Ok, so let’s update our position according to the keys pressed.
if (keyboard.IsKeyDown(Keys.Up))
position -= forward * speed * delta;

if (keyboard.IsKeyDown(Keys.Down))
position += forward * speed * delta;

if (keyboard.IsKeyDown(Keys.Right))
position -= left * speed * delta;

if (keyboard.IsKeyDown(Keys.Left))
position += left * speed * delta;

if (keyboard.IsKeyDown(Keys.PageUp))
position += Vector3.Down * speed * delta;

if (keyboard.IsKeyDown(Keys.PageDown))
position += Vector3.Up * speed * delta;

So, that’s it, we have all we need to calculate our view.

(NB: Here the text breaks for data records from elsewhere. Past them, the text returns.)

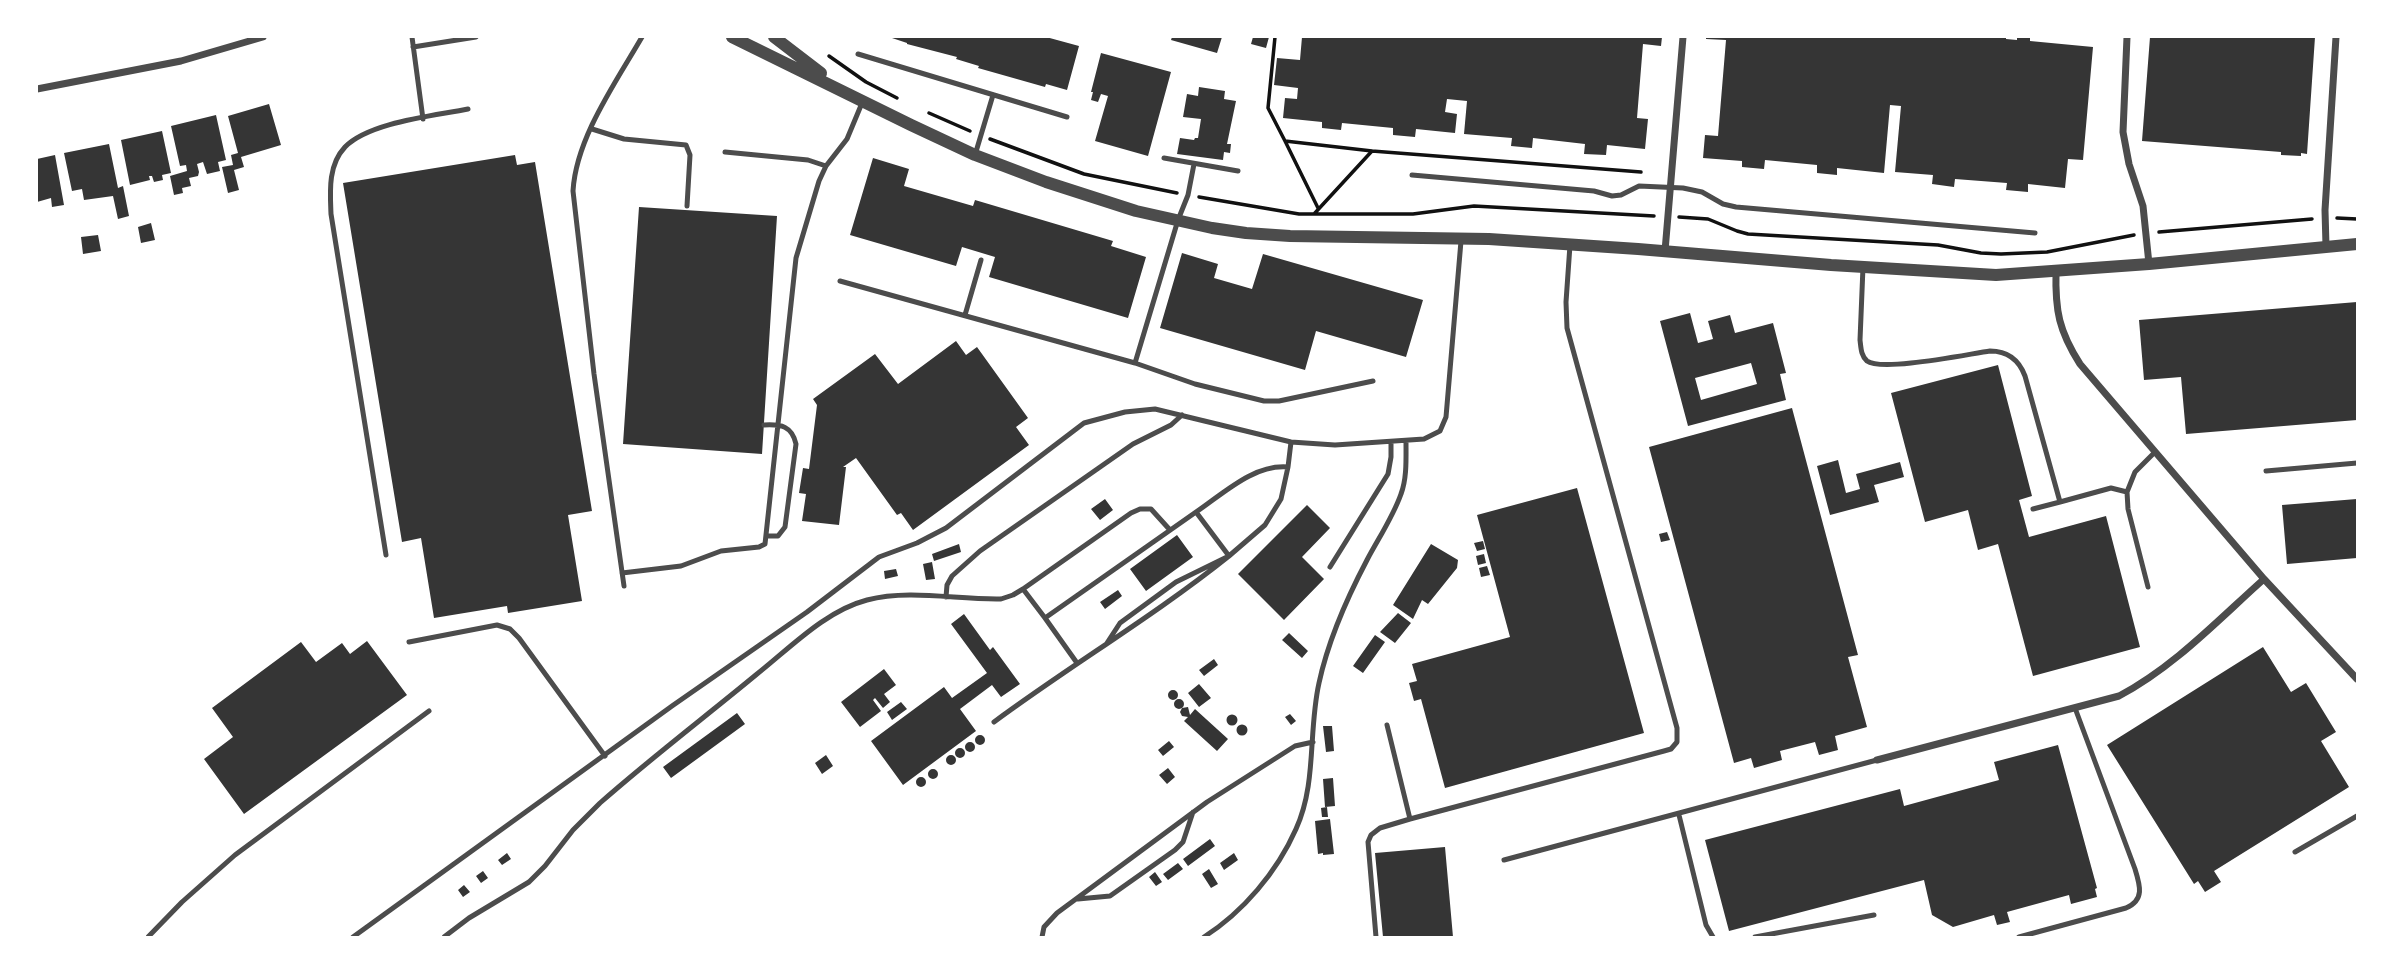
<!DOCTYPE html>
<html>
<head>
<meta charset="utf-8">
<style>
  body { margin:0 }
  #map { position:relative; width:2394px; height:974px; overflow:hidden; background:#fff; font-family:"Asap Condensed",sans-serif }
  canvas { display:block }
  .frame { position:absolute; inset:0; border:38px solid #fff; pointer-events:none }
</style>
</head>
<body>
<div id="map">
<canvas width="2394" height="974"></canvas>
<div class="frame"></div>
</div>
<script>
const ctx = document.querySelector('canvas').getContext('2d');
ctx.lineJoin = 'round';
function fillPath(path, color) { ctx.fillStyle = color; ctx.fill(path, 'evenodd'); }
function strokePath(path, color, width, dash) { ctx.strokeStyle = color; ctx.lineWidth = width; ctx.lineCap = dash ? 'butt' : 'round'; ctx.setLineDash(dash || []); ctx.stroke(path); }
fillPath(new Path2D(`
  M889 37H1046L1079 46 1067 90 1046 84 1045 87 978 68 979 66 956 59 957 57 907 44V43Z
  M1172 37H1222L1217 53 1171 40Z
  M1253 37H1269L1266 48 1251 44Z
  M1302 37H1662L1661 46 1643 44 1637 118 1648 119 1645 149 1607 145 1606 155 1584 154 1585 144 1533 138 1532 148 1511 146 1512 138 1464 134 1467 101 1447 99 1445 112 1457 114 1455 133 1416 129 1415 137 1393 135V128L1342 123 1341 130 1322 128V122L1283 118 1285 98 1297 99 1298 88 1274 85 1277 58 1300 60Z
  M1706 37H2006V39L2017 40V37H2030V41L2093 47 2083 160 2068 159 2065 188 2028 184V192L2006 190 2007 183 1955 179 1954 187 1932 184 1933 175 1895 172 1901 106 1890 105 1884 173 1837 168V175L1817 173V165L1765 160 1764 169 1742 167V161L1703 158 1705 135 1718 136 1726 40 1706 39Z
  M2150 37H2315L2307 154 2301 153V156L2281 155V152L2142 141Z
  M1101 53 1171 72 1148 156 1095 141 1108 96 1101 94 1098 102 1091 100 1093 92H1091Z
  M1199 87 1225 91 1224 99 1236 101 1227 144H1231L1230 153 1224 152 1223 160 1177 154 1180 138 1194 140 1195 138H1198L1201 119 1183 117 1187 94 1198 96Z
  M269 104 281 145 241 157 244 167 234 170 239 190 228 193 222 167 233 165 231 155 238 153 228 116Z
  M216 115 226 160 218 162 220 171 207 174 203 162 197 164 199 172 198 176 189 178 191 186 182 188 183 193 174 195 170 176 187 171 186 165 180 166 171 126Z
  M162 131 171 173 162 175 163 180 154 182 152 176H149L150 180 130 185 121 140Z
  M109 144 118 188 123 186 129 216 118 219 113 196 84 200 82 189 72 191 64 153Z
  M55 155 64 205 52 207 51 198 37 202V159Z
  M515 155 517 165 535 162 592 511 568 515 582 601 508 613 507 606 434 618 421 538 402 542 343 183Z
  M873 158 909 169 904 186 973 206 975 200 1113 241 1111 246 1146 257 1128 318 989 277 995 257 962 247 956 266 850 235Z
  M639 207 777 216 762 454 623 444Z
  M151 223 155 240 141 243 138 227Z
  M98 235 101 251 83 254 81 237Z
  M1182 253 1218 264 1214 278 1252 289 1263 254 1423 300 1406 357 1316 331 1305 370 1160 328Z
  M2357 302V420L2186 434 2181 377 2144 380 2139 320Z
  M1690 313 1698 343 1713 339 1708 321 1730 315 1735 333 1773 323 1786 373 1780 374 1786 400 1688 426 1660 321ZM1751 363 1757 384 1701 400 1695 378Z
  M956 341 966 355 977 347 1028 418 1016 427 1029 445 913 530 901 513 897 515 856 458 843 467H846L839 525 802 521 806 494 799 493 803 468 809 469 817 405 813 399 875 354 898 384Z
  M1998 365 2032 496 2019 500 2029 537 2106 516 2140 647 2033 676 1998 544 1978 550 1968 510 1925 522 1891 393Z
  M1792 408 1858 655 1848 657 1867 727 1835 736 1838 750 1819 755 1815 742 1780 751 1782 760 1754 768 1751 758 1734 763 1649 447Z
  M1838 460 1846 493 1860 489 1856 474 1900 462 1904 477 1874 485 1879 502 1830 515 1817 466Z
  M1577 488 1644 733 1445 788 1421 699 1414 701 1409 683 1417 681 1412 664 1510 637 1477 515Z
  M1105 499 1113 510 1100 520 1091 509Z
  M2357 499V558L2287 564 2282 505Z
  M1307 505 1330 528 1302 557 1324 579 1284 620 1238 574Z
  M1667 532 1670 540 1661 542 1659 534Z
  M1177 535 1193 557 1146 591 1130 569Z
  M1483 541 1485 549 1477 551 1474 543Z
  M959 544 961 552 934 561 932 554Z
  M1431 544 1458 560 1457 568 1428 604 1422 600 1413 619 1393 605Z
  M1484 554 1486 563 1478 565 1476 556Z
  M932 562 935 579 926 580 923 564Z
  M1487 566 1490 575 1481 577 1479 568Z
  M896 569 898 576 885 579 884 571Z
  M1118 590 1122 596 1105 609 1100 602Z
  M1398 613 1411 623 1395 643 1380 632Z
  M964 614 990 650 993 647 1020 684 1001 697 992 685 960 709 976 731 903 785 871 741 944 687 952 698 987 673 951 624Z
  M1289 633 1308 651 1302 658 1282 640Z
  M1375 635 1385 642 1363 673 1353 666Z
  M367 641 407 695 244 814 204 759 233 737 212 708 301 642 316 662 342 643 350 654Z
  M2263 647 2291 692 2306 683 2336 732 2321 741 2349 787 2214 871 2221 882 2205 892 2198 881 2194 884 2107 745Z
  M1214 659 1218 665 1204 676 1199 670Z
  M884 669 896 685 884 694 890 702 883 708 875 698 873 700 881 711 860 727 841 702Z
  M1199 684 1211 698 1199 707 1188 693Z
  M1168 695a5 5 0 1 1 10 0a5 5 0 1 1-10 0Z
  M1174 704a5 5 0 1 1 10 0a5 5 0 1 1-10 0Z
  M901 702 907 709 892 720 887 712Z
  M1188 707 1190 715 1195 709 1228 739 1217 751 1184 721 1188 717 1182 716 1180 712 1182 708Z
  M737 713 745 724 671 778 663 767Z
  M1290 714 1296 721 1291 725 1285 717Z
  M1226.5 720a5.5 5.5 0 1 1 11 0a5.5 5.5 0 1 1-11 0Z
  M1236.5 730a5.5 5.5 0 1 1 11 0a5.5 5.5 0 1 1-11 0Z
  M1323 726H1332L1334 751 1326 752Z
  M975 740a5 5 0 1 1 10 0a5 5 0 1 1-10 0Z
  M1169 741 1174 747 1163 756 1158 750Z
  M965 747a5 5 0 1 1 10 0a5 5 0 1 1-10 0Z
  M2058 745 2097 888 2095 889 2097 897 2071 904 2069 895 2007 912 2010 922 1997 925 1994 915 1953 927 1932 915 1924 880 1729 931 1705 840 1900 789 1904 806 1999 780 1994 762Z
  M955 753a5 5 0 1 1 10 0a5 5 0 1 1-10 0Z
  M946 760a5 5 0 1 1 10 0a5 5 0 1 1-10 0Z
  M826 755 833 766 822 774 815 763Z
  M1168 768 1175 777 1167 784 1159 775Z
  M928 774a5 5 0 1 1 10 0a5 5 0 1 1-10 0Z
  M916 782a5 5 0 1 1 10 0a5 5 0 1 1-10 0Z
  M1333 778 1335 806 1325 807 1323 779Z
  M1327 807 1328 817H1322L1321 808Z
  M1330 819 1334 854 1323 855V853L1318 854 1315 821Z
  M1210 839 1215 846 1188 866 1183 859Z
  M1445 847 1453 937H1383L1375 853Z
  M507 853 511 859 502 865 498 860Z
  M1234 853 1238 860 1224 870 1220 863Z
  M1178 863 1183 869 1168 880 1163 874Z
  M1209 869 1218 884 1211 888 1202 874Z
  M483 871 488 878 481 883 476 876Z
  M1155 872 1162 882 1156 886 1149 877Z
  M464 885 470 892 463 897 458 890Z`), '#353535');
strokePath(new Path2D(`
  M1275 37 1268 108 1285 141
  M829 56 866 82 897 98
  M929 113 970 131
  M990 139 1084 174 1177 193
  M1199 197 1299 214H1413L1474 206 1654 216
  M1318 208 1285 141 1372 151
  M1314 214 1372 151 1641 172
  M1679 217 1708 219 1737 231 1748 234 1938 245 1981 253 2001 254 2047 252 2134 235
  M2337 218 2357 219
  M2159 232 2312 219`), '#111', 3.5);
strokePath(new Path2D(`
  M412 37 423 119
  M413 47 476 37
  M858 54 1067 117
  M592 129 624 139 686 145 690 155 687 206
  M725 152 808 160 826 166 847 139 862 103
  M975 155 993 95
  M1164 158 1238 171
  M1412 175 1594 191 1612 196 1621 195 1639 186 1683 188 1702 192 1723 204 1736 207 2035 233
  M1863 267 1860 340C1861 348 1861 356 1867 361 1882 372 1968 354 1990 351 2007 351 2019 360 2025 376L2060 502 2111 488 2127 492 2128 509 2148 587
  M840 281 1135 363 1195 384 1264 401H1279L1373 381
  M965 315 981 260
  M1135 363 1178 220 1188 195 1194 164
  M764 425C781 424 792 426 796 444L785 527 778 536H767
  M2266 471 2357 463
  M2127 492 2135 472 2154 453
  M2033 509 2060 502
  M386 555 331 214C330 191 328 165 345 147 370 122 434 116 468 109
  M1330 567 1388 474 1391 457V442
  M622 573 681 566 721 551 759 547 765 544 796 258 819 181 826 166
  M624 586 594 374 573 191C576 138 616 82 642 37
  M946 597 947 585 952 576 980 551 1133 444 1171 425 1182 415
  M1045 618 1023 589 1131 513 1140 509H1151L1170 530
  M409 642 497 625 510 629 519 638 605 756
  M1107 643 1120 623 1176 582 1229 556 1265 525 1281 499 1288 467
  M1077 663 1045 618 1196 512
  M994 722C1071 665 1154 616 1229 556L1196 512C1224 493 1254 464 1288 467L1291 442
  M1387 725 1410 819
  M1679 815 1706 925 1713 937
  M2295 852 2357 816
  M1504 860 1877 760
  M1078 899 1110 896 1175 850 1183 842 1193 812
  M148 937 182 902 235 855 429 711
  M353 937 672 706 807 612 879 557 917 543 946 528 1084 423 1125 412 1155 409 1291 442 1335 445 1424 439 1440 431 1446 417 1461 241
  M444 937 469 918 529 882 545 866 573 830 600 803C651 758 705 717 757 674 790 648 825 611 867 600 910 589 957 600 1001 599L1013 595 1023 589
  M1042 937 1044 927 1057 913 1207 802 1295 746 1313 742
  M1204 937C1243 912 1277 872 1296 829 1317 783 1308 732 1319 683 1328 641 1347 598 1367 560 1378 539 1393 517 1401 494 1407 478 1406 459 1406 441
  M1376 937 1368 842 1371 835 1380 828 1410 819 1664 751 1671 749 1677 742V728L1567 328 1566 302 1570 245
  M1755 937 1874 915
  M2019 937 2126 908C2145 900 2140 885 2135 869L2075 708`), '#4c4c4c', 5);
strokePath(new Path2D(`
  M2127 37 2123 132 2129 164 2143 206 2149 264
  M37 89 181 61 263 37
  M2326 246 2325 210 2336 37
  M1665 251 1683 37
  M2056 271C2055 311 2059 331 2080 364L2264 579 2357 679
  M1877 760 2119 696C2174 667 2218 620 2264 579`), '#4c4c4c', 7);
strokePath(new Path2D(`
  M732 37 911 125 975 155 1046 182 1136 211 1212 228 1246 233 1290 236 1489 239 1638 249 1831 265 1996 275 2149 264 2357 244
  M774 37 821 73`), '#4c4c4c', 12);
</script>
</body>
</html>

We’ll translate to our position and multiply that by our rotations, just that simple.
view = Matrix.Identity;
view *= Matrix.CreateTranslation(-position);
view *= Matrix.CreateRotationZ(angle.Z);
view *= Matrix.CreateRotationY(angle.Y);
view *= Matrix.CreateRotationX(angle.X);

There, that’s it, our camera class is finished. All we need to do now is add a camera to the components of our game class and tell our forklift to use the view and the projection of our camera. So put this in the Initialize method of our Game1 class.
this.Components.Add(new Camera(this));

Finally, update the view and projection in the draw code of our forklift.
effect.View = Camera.ActiveCamera.View;
effect.Projection = Camera.ActiveCamera.Projection;

So, when you press F5 know, you’ll be able to move and look around. You can download the full source of this tutorial of course.